Work instructions: Look through the entries below and count the lines with the word "halo" in them; give only the number.
##### Dataset content
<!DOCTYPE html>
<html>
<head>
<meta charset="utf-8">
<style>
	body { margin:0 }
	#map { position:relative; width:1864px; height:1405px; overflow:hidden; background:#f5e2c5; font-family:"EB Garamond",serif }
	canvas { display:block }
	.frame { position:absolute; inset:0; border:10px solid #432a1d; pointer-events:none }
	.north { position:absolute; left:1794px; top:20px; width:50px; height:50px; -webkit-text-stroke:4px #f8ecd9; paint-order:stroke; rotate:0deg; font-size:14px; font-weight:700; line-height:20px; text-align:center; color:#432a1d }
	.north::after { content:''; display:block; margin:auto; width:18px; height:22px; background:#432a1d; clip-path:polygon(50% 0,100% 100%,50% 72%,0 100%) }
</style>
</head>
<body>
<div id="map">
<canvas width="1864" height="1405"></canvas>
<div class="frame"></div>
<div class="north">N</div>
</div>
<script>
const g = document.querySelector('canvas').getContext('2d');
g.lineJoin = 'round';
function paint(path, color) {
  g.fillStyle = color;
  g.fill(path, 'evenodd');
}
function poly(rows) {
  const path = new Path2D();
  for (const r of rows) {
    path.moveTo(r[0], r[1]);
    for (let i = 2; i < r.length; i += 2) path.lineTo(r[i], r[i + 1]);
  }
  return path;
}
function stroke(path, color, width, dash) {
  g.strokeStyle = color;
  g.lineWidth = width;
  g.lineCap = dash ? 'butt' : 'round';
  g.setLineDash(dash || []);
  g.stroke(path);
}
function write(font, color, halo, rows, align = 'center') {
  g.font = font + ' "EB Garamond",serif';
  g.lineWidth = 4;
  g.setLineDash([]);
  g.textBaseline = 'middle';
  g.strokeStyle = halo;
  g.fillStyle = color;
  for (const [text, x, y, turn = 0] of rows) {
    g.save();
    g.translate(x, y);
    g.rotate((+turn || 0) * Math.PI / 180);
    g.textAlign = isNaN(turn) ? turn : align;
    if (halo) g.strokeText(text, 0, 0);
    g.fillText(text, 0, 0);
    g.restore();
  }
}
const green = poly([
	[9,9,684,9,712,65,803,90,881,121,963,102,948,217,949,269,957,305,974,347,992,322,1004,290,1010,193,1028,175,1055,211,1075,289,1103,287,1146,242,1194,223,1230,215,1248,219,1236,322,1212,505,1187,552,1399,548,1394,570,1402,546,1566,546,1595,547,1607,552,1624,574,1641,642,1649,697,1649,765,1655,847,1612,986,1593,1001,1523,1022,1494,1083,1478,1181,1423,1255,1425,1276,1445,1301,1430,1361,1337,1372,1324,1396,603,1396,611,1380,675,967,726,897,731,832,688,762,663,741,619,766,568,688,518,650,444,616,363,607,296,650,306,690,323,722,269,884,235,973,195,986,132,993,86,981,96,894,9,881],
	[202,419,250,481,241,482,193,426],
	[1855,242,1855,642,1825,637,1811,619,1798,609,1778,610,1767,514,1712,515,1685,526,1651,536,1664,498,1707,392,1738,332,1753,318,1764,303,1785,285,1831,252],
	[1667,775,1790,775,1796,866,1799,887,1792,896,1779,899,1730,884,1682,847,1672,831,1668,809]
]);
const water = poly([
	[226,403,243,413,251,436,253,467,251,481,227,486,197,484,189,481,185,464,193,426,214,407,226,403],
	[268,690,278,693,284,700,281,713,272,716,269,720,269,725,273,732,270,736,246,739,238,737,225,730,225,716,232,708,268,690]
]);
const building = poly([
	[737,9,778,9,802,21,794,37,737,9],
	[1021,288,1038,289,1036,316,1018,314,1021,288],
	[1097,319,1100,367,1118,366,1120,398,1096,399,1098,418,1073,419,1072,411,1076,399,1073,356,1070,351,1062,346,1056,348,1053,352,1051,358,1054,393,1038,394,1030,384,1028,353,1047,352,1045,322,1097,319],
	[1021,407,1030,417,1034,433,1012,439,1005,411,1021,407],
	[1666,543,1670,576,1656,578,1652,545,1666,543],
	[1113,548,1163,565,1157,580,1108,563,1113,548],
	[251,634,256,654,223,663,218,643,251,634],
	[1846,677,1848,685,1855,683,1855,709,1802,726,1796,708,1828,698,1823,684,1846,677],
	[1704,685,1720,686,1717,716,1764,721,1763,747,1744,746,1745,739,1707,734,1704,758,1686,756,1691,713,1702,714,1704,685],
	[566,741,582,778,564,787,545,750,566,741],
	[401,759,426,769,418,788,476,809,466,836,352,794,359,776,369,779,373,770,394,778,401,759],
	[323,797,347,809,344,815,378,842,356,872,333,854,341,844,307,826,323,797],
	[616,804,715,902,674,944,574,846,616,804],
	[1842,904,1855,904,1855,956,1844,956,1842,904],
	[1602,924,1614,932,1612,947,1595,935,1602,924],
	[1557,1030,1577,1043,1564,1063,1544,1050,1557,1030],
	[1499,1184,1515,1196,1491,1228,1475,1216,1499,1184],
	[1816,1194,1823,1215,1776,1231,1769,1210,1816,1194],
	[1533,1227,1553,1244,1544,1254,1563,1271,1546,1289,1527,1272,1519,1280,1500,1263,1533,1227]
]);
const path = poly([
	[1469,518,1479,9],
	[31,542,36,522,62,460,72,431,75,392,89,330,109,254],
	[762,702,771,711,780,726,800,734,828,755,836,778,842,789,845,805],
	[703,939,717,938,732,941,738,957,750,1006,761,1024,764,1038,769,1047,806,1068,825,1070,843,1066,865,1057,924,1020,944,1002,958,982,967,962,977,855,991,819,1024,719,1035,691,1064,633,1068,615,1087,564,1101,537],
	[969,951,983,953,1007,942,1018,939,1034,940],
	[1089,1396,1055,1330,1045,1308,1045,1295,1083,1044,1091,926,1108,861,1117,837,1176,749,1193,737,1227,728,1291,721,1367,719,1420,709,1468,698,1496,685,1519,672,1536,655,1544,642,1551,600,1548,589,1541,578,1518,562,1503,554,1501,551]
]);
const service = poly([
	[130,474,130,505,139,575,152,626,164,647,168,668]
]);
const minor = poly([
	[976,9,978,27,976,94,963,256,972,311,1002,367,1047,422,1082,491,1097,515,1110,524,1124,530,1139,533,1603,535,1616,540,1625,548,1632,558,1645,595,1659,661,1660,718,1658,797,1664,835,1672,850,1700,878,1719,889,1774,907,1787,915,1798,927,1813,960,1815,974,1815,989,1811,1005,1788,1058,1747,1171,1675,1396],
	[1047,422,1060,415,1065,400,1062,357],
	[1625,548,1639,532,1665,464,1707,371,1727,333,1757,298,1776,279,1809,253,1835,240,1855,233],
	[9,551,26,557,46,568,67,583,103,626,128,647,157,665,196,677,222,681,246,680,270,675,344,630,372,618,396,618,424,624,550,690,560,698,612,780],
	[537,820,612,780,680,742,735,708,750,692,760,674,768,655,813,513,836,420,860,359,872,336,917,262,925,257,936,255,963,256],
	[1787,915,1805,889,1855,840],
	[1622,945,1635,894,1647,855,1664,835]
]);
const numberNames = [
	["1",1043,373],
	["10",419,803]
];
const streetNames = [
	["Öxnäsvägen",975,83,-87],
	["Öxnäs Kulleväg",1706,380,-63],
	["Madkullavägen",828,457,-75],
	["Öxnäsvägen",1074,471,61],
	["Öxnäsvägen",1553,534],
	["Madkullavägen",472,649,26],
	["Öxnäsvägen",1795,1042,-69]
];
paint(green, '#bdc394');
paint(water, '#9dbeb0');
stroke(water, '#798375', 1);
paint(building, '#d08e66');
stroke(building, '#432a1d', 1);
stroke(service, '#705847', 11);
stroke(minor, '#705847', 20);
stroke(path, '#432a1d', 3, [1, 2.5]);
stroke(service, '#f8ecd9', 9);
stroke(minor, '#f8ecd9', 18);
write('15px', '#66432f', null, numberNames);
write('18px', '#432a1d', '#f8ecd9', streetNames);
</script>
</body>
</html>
##########
Expected answer: 3